JPEG2000 is used in MPEG for video compression while LS is for stills .
PS- Lossless provides lesser as against lossy . It is also about details for reconstruction that needs to be looked into.
Lossless compression ratios for JPEG2000 are competitive with those provided by JPEG-LS. Moreover, the lossless compression ratios for JPEG 2000 are highly scalable. When comparing JPEG 2000 with JPEG-LS and PNG, even though JPEG 2000 does not perform very well, it still holds its own and can efficiently deal with various image types.

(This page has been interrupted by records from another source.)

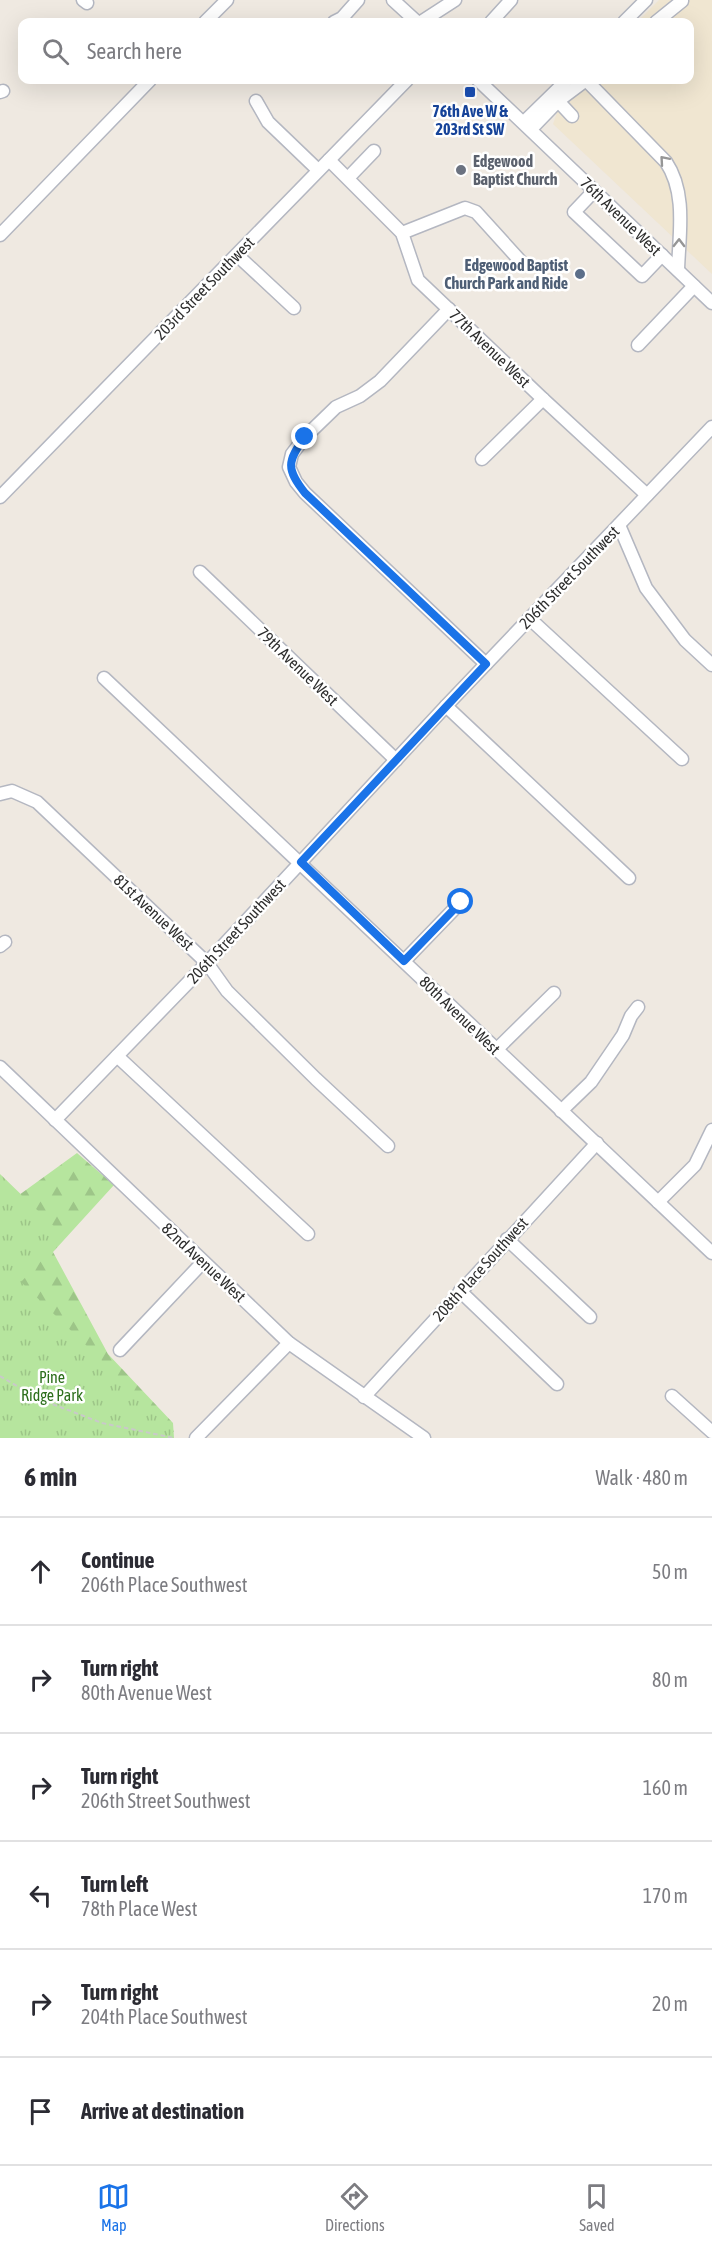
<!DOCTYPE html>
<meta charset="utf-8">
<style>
body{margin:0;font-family:"Asap Condensed",sans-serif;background:#f2f2f3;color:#2b2b33}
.stop{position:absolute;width:18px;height:18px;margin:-14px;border:4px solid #1a73e8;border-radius:50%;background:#fff}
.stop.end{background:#1a73e8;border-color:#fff;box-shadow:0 2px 6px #0008}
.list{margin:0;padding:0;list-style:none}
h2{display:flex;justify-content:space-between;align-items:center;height:78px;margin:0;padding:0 24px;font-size:26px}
h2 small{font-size:20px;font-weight:400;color:#7c7c81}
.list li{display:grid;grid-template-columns:39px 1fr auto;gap:18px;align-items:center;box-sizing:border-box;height:108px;padding:0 24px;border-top:2px solid #e1e1e2}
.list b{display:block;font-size:22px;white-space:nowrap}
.list p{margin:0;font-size:20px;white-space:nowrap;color:#7c7c81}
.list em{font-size:20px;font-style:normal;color:#7c7c81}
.icon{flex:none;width:33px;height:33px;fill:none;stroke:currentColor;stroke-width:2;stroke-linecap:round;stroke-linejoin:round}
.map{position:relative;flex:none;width:712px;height:1438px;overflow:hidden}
.search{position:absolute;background:#fff;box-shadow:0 6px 24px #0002;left:18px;right:18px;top:18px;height:66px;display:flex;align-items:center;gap:15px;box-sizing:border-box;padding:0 21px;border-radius:12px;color:#7c7c81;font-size:22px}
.sheet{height:726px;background:#fff}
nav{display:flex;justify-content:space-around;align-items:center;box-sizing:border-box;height:84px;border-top:2px solid #e1e1e2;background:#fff;font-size:16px;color:#7c7c81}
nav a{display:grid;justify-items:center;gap:3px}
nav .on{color:#1a73e8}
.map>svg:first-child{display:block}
</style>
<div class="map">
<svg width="712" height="1438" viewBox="0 0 712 1438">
<defs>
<pattern id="forest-firs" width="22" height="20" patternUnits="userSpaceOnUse" patternTransform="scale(1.5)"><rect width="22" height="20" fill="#b6e59e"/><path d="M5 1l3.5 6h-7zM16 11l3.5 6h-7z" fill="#9dc588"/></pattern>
<pattern id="park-tufts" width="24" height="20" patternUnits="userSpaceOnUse" patternTransform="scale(1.5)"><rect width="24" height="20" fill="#b6e59e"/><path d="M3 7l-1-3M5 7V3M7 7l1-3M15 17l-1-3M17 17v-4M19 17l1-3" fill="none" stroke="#9dc588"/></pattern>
</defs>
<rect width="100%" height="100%" fill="#efe9e1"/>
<!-- education -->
<polygon fill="#f0e6d1" points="659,0 712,0 712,274 553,124 561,101 582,80 690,80 690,22 637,22"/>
<!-- forest -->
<polygon fill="url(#forest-firs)" points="77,1153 114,1185 53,1252 108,1354 173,1423 174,1438 15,1438 0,1175 8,1203"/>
<!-- park -->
<polygon fill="url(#park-tufts)" points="0,1174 64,1236 21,1282 174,1431 167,1438 0,1438"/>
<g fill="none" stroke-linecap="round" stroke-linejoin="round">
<!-- minor casing -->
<g stroke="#b4b7c1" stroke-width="15">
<g id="minor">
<polyline points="83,0 87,3"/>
<polyline points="393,0 417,22"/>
<polyline points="205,22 227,0"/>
<polyline points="334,22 342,18 358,0"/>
<polyline points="421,22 455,0"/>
<polyline points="491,22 511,0"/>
<polyline points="624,22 646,0"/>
<polyline points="656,22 682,1"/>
<polyline points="478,80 712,303"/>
<path d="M586,80l80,82c21,31 13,73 12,108"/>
<polyline points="0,92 3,91"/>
<polyline points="256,101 268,122 318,170"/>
<polyline points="558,101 572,116"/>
<polyline points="524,122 567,80"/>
<polyline points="531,129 558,101 586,80"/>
<polyline points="329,160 402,233 418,280 543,399 647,495"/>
<polyline points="348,178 374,151"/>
<polyline points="594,191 574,212 642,276 662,255"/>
<polyline points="402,233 465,208 476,212 524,265"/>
<polyline points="0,235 150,80"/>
<polyline points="237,255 294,308"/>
<polyline points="449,309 380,381 360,396 336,407 305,437 292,454 289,467 296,482 305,493 486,664"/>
<polyline points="638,345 694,286"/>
<polyline points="482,459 543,399"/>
<polyline points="0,497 407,80"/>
<polyline points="619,525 646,588 685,640 712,665"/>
<polyline points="200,572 396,760"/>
<polyline points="529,618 682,759"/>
<polyline points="104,678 712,1253"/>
<polyline points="446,706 629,878"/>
<polyline points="0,794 12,791 37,802 207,963 227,991 316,1079 388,1146"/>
<polyline points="0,946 5,942"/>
<polyline points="404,961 461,902"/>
<polyline points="497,1049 554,993"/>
<polyline points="117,1056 308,1234"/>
<polyline points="0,1067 289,1343 424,1438"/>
<polyline points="561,1111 591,1082 623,1035 631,1016 638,1007"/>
<polyline points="55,1120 207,963 446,706 712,427"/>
<polyline points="658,1202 695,1165 712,1130"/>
<polyline points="507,1239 590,1317"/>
<polyline points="460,1291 557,1384"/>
<polyline points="120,1350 203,1262"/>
<polyline points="672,1396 712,1432"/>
<polyline points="364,1397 597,1143"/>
<polyline points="196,1438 289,1343"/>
</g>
</g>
<!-- path -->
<polyline stroke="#c9c9c9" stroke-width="2" stroke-dasharray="4.5 3" stroke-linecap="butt" points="0,1376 39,1399 102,1423 174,1438"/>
<!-- minor -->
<use href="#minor" stroke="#fff" stroke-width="12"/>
</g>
<!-- one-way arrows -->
<defs><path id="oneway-chevron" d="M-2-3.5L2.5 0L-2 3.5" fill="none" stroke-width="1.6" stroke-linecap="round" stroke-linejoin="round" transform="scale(1.5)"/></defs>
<g stroke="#969696">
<use href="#oneway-chevron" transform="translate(664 160) rotate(-131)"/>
<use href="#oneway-chevron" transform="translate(679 243) rotate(-89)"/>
</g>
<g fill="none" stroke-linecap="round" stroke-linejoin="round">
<!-- route -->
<path stroke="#1a73e8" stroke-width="8" d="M305,437c-18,24 -19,32 0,56l181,171 -185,198 103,99 57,-59"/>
</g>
<!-- markers -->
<rect fill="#1a4fb4" stroke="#fff" stroke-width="2" x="464" y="86" width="12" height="12" rx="3"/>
<circle fill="#6b7280" stroke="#fff" stroke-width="2" cx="461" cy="170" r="6"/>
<circle fill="#5c6f8a" stroke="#fff" stroke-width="2" cx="580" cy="274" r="6"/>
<g text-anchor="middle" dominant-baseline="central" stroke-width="5" stroke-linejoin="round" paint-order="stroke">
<!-- transit labels -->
<g font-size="16" font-weight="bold" fill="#164399" stroke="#fff">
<text x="470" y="111">76th Ave W &amp;<tspan x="470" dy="18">203rd St SW</tspan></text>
</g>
<!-- worship labels -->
<g font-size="16" font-weight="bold" fill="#5b616d" stroke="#fff" text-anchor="start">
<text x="473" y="161">Edgewood<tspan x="473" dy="18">Baptist Church</tspan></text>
</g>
<!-- street labels -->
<g font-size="16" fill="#2e2e2e" stroke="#fff">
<text transform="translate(621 216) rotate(44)">76th Avenue West</text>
<text transform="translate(204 288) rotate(-46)">203rd Street Southwest</text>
<text transform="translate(490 348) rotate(44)">77th Avenue West</text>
<text transform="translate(569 577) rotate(-46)">206th Street Southwest</text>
<text transform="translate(298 666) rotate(44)">79th Avenue West</text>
<text transform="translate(154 912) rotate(43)">81st Avenue West</text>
<text transform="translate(236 931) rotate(-47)">206th Street Southwest</text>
<text transform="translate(460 1015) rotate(44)">80th Avenue West</text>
<text transform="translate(204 1262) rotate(43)">82nd Avenue West</text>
<text transform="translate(480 1269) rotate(-48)">208th Place Southwest</text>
</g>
<!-- service labels -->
<g font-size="16" font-weight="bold" fill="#4e5e75" stroke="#fff" text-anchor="end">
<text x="568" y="265">Edgewood Baptist<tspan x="568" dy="18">Church Park and Ride</tspan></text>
</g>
<!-- park labels -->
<g font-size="16" fill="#2c6e1b" stroke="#fff">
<text x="52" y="1377">Pine<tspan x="52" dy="18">Ridge Park</tspan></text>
</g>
</g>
</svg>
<div class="stop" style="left:461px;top:902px"></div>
<div class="stop end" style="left:305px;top:437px"></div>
<div class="search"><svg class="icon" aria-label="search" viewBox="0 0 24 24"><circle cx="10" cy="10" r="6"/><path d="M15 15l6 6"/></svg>Search here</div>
</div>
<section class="sheet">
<h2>6 min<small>Walk · 480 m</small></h2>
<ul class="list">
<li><svg class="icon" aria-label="ahead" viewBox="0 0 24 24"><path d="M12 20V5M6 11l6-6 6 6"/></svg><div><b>Continue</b><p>206th Place Southwest</p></div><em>50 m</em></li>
<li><svg class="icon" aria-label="right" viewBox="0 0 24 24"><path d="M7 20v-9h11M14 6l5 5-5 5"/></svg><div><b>Turn right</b><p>80th Avenue West</p></div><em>80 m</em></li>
<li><svg class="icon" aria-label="right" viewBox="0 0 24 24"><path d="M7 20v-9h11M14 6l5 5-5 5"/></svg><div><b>Turn right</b><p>206th Street Southwest</p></div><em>160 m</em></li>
<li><svg class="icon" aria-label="left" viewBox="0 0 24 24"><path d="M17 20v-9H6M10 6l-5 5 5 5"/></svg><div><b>Turn left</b><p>78th Place West</p></div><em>170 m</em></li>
<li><svg class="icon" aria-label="right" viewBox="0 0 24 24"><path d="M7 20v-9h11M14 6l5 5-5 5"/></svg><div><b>Turn right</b><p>204th Place Southwest</p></div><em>20 m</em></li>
<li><svg class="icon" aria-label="arrive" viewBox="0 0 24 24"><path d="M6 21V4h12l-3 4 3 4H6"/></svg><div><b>Arrive at destination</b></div></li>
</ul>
</section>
<nav>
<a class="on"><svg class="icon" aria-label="map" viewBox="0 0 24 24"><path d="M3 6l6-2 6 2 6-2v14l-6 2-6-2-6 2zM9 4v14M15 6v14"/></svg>Map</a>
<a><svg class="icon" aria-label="directions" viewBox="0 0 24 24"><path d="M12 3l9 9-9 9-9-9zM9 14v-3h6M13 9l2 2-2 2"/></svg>Directions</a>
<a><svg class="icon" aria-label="saved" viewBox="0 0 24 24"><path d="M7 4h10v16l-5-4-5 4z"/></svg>Saved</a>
</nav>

This is where lossless compression ratios for JPEG2000 can help reduce image sizes, while concurrently maintaining the quality of images. In fact, using lossless JPEG2000 compression format a 69 MB file can be compressed to about 12 MB.
Even though lossless compression ratios for JPEG2000 are worse than those got using the JPEG-LS format. However, where lossless compression ratios for JPEG2000 are better is when the format is used to compress pictures from digital cameras. Another plus point that works in the favor of JPEG2000 compression format is that it is widely supported, compatible with various software and is also scalable. In fact with lossless compression ratios for JPEG2000 set at an extreme 1:20 ratio JPEG2000 still performs better than JPEG.